Work to be completed
Copy all lines holding the word "grid" from the entries.

Records
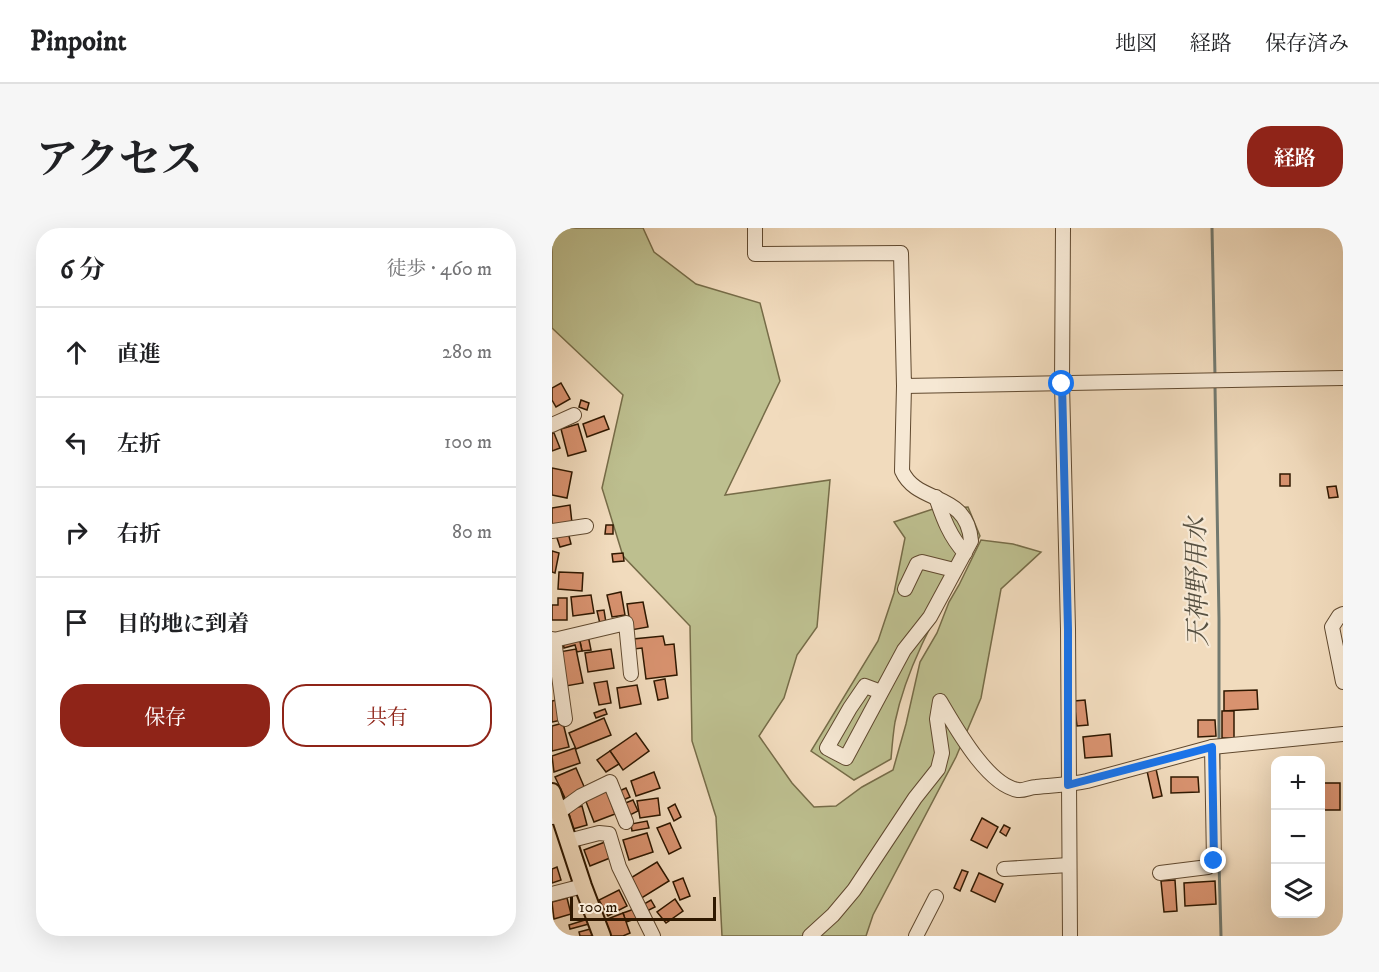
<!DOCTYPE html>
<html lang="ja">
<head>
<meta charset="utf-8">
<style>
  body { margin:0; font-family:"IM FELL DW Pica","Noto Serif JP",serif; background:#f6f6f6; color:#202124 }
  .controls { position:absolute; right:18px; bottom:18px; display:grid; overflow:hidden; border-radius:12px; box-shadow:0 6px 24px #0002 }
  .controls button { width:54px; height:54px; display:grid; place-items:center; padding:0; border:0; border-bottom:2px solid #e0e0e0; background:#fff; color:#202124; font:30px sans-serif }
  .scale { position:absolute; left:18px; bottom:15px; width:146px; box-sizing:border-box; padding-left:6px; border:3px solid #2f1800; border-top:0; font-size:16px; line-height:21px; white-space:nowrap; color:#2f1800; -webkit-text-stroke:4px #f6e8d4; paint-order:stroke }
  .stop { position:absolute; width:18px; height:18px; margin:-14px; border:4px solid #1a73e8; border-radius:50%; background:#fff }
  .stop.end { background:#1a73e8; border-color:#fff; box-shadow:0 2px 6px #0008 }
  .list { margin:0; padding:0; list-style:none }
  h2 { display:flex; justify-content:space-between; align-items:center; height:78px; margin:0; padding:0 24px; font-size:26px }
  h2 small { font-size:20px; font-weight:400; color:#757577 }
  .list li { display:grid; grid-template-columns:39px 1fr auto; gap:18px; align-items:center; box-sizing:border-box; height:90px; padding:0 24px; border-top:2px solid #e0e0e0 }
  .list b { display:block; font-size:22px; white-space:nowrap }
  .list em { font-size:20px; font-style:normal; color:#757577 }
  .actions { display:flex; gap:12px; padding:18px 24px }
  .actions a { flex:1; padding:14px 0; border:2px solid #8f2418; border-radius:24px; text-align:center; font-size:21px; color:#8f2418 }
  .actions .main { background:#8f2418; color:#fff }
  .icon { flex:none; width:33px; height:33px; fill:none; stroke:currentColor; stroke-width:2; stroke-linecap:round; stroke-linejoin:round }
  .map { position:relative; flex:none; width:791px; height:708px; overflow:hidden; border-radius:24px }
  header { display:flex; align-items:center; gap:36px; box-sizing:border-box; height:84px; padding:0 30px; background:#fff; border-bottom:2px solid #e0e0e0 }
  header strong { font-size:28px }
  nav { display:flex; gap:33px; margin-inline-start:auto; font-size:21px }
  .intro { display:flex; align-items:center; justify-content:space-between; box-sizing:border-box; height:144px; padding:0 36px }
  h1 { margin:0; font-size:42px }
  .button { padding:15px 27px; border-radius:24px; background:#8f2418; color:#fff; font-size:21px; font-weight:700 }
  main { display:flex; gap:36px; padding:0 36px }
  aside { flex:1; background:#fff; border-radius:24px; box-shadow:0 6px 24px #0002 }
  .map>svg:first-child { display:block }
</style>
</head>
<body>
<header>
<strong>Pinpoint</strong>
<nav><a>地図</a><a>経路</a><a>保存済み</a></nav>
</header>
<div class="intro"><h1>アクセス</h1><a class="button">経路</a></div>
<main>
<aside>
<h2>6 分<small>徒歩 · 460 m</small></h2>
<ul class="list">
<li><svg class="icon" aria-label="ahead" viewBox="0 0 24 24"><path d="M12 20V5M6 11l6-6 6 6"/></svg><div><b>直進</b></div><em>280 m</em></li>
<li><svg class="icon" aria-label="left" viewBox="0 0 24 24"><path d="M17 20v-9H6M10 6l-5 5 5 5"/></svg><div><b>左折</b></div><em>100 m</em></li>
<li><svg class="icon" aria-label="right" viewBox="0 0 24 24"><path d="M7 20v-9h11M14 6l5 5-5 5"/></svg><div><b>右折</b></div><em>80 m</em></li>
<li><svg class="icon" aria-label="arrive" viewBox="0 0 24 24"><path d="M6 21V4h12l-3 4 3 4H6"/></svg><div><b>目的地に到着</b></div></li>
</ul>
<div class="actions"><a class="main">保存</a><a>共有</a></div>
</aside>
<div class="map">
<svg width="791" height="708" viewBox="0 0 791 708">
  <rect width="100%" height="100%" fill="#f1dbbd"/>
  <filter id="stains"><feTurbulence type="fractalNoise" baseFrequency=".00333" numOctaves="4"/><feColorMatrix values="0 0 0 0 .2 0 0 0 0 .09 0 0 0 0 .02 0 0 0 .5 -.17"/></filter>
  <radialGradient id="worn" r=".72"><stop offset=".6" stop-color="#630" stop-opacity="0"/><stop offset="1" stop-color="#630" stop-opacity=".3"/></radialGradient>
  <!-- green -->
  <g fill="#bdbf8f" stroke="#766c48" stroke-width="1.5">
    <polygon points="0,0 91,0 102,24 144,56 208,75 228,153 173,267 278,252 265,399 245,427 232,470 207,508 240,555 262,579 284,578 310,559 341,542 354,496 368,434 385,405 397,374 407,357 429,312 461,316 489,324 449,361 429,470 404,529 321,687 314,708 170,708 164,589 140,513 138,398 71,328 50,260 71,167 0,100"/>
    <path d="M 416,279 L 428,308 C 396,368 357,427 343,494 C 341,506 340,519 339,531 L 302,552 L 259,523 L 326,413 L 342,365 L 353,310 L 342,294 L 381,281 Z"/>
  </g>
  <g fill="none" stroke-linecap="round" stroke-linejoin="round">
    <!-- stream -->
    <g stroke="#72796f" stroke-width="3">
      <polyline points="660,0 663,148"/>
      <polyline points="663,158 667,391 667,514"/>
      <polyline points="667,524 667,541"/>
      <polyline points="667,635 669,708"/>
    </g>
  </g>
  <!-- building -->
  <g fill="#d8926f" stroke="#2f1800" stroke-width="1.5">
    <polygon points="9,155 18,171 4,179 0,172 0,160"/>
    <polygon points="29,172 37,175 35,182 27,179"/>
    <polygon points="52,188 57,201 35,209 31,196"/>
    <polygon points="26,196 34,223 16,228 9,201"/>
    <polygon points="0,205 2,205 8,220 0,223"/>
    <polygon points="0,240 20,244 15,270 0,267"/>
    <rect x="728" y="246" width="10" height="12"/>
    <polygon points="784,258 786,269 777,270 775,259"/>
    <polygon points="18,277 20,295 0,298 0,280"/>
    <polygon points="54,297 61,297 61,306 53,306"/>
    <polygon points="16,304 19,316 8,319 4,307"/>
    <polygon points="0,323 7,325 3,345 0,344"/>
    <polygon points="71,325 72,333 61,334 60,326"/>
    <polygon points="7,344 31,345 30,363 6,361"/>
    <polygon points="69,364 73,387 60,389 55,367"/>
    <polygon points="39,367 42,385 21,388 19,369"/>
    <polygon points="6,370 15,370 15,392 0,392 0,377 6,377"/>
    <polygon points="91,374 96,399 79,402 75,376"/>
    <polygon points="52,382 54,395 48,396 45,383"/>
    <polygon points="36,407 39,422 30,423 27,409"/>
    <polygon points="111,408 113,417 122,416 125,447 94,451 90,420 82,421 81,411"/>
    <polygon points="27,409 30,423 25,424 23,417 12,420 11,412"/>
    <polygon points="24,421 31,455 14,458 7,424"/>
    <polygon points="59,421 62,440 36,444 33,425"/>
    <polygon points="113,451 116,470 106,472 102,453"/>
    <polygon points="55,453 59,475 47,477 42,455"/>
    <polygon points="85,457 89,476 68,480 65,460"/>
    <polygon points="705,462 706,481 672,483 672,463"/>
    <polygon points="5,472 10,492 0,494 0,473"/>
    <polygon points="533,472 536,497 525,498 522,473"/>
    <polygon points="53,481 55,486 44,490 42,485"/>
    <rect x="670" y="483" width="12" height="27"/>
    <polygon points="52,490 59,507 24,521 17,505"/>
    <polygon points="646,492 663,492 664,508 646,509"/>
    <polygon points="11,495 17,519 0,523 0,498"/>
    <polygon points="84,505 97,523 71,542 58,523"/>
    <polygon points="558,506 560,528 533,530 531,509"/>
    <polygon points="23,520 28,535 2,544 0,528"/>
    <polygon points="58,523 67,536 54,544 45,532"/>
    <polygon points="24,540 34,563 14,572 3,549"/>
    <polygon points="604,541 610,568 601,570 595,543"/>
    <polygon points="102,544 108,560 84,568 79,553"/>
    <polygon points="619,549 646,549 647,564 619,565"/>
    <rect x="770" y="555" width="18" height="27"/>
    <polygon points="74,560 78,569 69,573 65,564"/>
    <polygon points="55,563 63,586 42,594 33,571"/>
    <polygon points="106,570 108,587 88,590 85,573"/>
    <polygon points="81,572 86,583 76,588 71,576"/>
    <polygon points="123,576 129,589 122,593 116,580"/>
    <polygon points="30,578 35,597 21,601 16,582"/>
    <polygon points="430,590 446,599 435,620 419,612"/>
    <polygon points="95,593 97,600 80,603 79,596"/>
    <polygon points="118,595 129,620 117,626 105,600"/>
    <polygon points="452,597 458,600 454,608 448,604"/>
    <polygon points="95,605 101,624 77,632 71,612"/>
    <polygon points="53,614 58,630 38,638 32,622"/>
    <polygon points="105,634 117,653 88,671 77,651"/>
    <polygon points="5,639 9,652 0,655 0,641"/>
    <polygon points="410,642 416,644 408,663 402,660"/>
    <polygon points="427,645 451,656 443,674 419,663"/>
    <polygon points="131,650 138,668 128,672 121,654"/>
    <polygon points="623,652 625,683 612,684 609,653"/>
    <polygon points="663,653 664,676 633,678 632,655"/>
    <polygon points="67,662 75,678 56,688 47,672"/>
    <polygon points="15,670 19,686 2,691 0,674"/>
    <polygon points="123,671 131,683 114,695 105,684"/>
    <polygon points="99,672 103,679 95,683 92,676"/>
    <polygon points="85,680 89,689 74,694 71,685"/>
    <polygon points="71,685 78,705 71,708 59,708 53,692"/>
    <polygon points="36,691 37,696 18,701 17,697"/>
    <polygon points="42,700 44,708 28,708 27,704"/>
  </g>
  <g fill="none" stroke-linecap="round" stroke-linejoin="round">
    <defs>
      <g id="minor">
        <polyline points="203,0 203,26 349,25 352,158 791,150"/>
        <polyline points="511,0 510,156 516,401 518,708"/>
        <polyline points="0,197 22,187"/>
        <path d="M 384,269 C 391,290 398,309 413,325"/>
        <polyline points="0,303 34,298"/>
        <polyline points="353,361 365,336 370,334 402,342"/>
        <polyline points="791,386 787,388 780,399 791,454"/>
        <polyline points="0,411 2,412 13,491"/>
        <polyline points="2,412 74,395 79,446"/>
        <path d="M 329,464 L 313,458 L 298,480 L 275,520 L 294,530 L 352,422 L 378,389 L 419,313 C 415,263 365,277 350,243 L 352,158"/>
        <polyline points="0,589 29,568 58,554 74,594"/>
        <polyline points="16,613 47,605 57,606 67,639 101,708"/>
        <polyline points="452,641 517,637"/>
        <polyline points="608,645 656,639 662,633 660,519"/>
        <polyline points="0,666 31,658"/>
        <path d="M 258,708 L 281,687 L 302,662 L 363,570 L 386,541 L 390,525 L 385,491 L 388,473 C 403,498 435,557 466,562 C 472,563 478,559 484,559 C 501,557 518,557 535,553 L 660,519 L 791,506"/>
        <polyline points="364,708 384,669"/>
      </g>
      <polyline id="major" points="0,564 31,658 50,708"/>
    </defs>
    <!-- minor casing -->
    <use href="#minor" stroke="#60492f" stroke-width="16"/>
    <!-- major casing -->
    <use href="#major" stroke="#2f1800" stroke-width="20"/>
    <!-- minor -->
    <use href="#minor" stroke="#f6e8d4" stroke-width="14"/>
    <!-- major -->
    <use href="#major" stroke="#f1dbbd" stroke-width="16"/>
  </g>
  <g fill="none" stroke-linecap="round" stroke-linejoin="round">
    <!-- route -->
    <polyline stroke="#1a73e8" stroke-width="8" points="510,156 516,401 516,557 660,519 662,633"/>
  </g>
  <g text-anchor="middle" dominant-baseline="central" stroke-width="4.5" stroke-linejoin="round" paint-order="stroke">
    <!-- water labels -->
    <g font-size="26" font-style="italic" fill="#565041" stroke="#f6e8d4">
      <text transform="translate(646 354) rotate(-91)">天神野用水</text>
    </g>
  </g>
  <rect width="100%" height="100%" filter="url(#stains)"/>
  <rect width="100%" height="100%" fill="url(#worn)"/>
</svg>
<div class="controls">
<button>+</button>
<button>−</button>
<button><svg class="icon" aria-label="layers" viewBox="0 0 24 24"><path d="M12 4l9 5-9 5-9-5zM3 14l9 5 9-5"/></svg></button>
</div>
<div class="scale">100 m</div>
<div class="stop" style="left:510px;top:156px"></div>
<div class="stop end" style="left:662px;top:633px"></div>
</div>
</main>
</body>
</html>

Response area
  .controls { position:absolute; right:18px; bottom:18px; display:grid; overflow:hidden; border-radius:12px; box-shadow:0 6px 24px #0002 }
  .controls button { width:54px; height:54px; display:grid; place-items:center; padding:0; border:0; border-bottom:2px solid #e0e0e0; background:#fff; color:#202124; font:30px sans-serif }
  .list li { display:grid; grid-template-columns:39px 1fr auto; gap:18px; align-items:center; box-sizing:border-box; height:90px; padding:0 24px; border-top:2px solid #e0e0e0 }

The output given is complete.